+++ SUPPLIED MATERIAL +++

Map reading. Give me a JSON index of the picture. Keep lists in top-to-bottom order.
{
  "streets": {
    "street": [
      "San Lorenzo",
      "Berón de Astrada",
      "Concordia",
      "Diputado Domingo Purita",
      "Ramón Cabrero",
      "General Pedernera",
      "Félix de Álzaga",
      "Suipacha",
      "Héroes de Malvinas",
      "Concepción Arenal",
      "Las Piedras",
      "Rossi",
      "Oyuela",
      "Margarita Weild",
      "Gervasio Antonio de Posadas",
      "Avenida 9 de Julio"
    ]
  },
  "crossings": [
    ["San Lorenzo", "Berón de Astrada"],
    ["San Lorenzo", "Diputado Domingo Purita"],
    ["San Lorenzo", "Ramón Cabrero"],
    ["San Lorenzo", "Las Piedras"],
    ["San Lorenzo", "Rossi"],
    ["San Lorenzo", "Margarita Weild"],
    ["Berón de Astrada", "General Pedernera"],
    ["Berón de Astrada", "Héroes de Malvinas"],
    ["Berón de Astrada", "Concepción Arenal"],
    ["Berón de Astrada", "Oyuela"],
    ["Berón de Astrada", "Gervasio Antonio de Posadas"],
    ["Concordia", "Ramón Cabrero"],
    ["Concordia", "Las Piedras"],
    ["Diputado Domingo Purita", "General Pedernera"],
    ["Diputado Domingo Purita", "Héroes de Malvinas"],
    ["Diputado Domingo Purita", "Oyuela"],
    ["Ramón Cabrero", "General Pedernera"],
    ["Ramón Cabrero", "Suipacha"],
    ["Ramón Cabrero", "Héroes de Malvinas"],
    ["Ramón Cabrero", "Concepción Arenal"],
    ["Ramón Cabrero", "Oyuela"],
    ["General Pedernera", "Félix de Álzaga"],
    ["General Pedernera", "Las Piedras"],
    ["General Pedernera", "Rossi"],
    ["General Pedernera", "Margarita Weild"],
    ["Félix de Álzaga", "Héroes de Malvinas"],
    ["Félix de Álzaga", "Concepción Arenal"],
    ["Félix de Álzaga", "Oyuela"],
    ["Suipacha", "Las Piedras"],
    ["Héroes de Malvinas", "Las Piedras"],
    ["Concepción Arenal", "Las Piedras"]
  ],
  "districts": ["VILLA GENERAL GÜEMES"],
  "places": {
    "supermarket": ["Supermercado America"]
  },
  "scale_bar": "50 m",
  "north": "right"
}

+++

AIM OF THE TASK:
Repeat all of the listing above exactly, leaving nothing out.

WRITTEN ANSWER:
Map reading. Give me a JSON index of the picture. Keep lists in top-to-bottom order.
{
  "streets": {
    "street": [
      "San Lorenzo",
      "Berón de Astrada",
      "Concordia",
      "Diputado Domingo Purita",
      "Ramón Cabrero",
      "General Pedernera",
      "Félix de Álzaga",
      "Suipacha",
      "Héroes de Malvinas",
      "Concepción Arenal",
      "Las Piedras",
      "Rossi",
      "Oyuela",
      "Margarita Weild",
      "Gervasio Antonio de Posadas",
      "Avenida 9 de Julio"
    ]
  },
  "crossings": [
    ["San Lorenzo", "Berón de Astrada"],
    ["San Lorenzo", "Diputado Domingo Purita"],
    ["San Lorenzo", "Ramón Cabrero"],
    ["San Lorenzo", "Las Piedras"],
    ["San Lorenzo", "Rossi"],
    ["San Lorenzo", "Margarita Weild"],
    ["Berón de Astrada", "General Pedernera"],
    ["Berón de Astrada", "Héroes de Malvinas"],
    ["Berón de Astrada", "Concepción Arenal"],
    ["Berón de Astrada", "Oyuela"],
    ["Berón de Astrada", "Gervasio Antonio de Posadas"],
    ["Concordia", "Ramón Cabrero"],
    ["Concordia", "Las Piedras"],
    ["Diputado Domingo Purita", "General Pedernera"],
    ["Diputado Domingo Purita", "Héroes de Malvinas"],
    ["Diputado Domingo Purita", "Oyuela"],
    ["Ramón Cabrero", "General Pedernera"],
    ["Ramón Cabrero", "Suipacha"],
    ["Ramón Cabrero", "Héroes de Malvinas"],
    ["Ramón Cabrero", "Concepción Arenal"],
    ["Ramón Cabrero", "Oyuela"],
    ["General Pedernera", "Félix de Álzaga"],
    ["General Pedernera", "Las Piedras"],
    ["General Pedernera", "Rossi"],
    ["General Pedernera", "Margarita Weild"],
    ["Félix de Álzaga", "Héroes de Malvinas"],
    ["Félix de Álzaga", "Concepción Arenal"],
    ["Félix de Álzaga", "Oyuela"],
    ["Suipacha", "Las Piedras"],
    ["Héroes de Malvinas", "Las Piedras"],
    ["Concepción Arenal", "Las Piedras"]
  ],
  "districts": ["VILLA GENERAL GÜEMES"],
  "places": {
    "supermarket": ["Supermercado America"]
  },
  "scale_bar": "50 m",
  "north": "right"
}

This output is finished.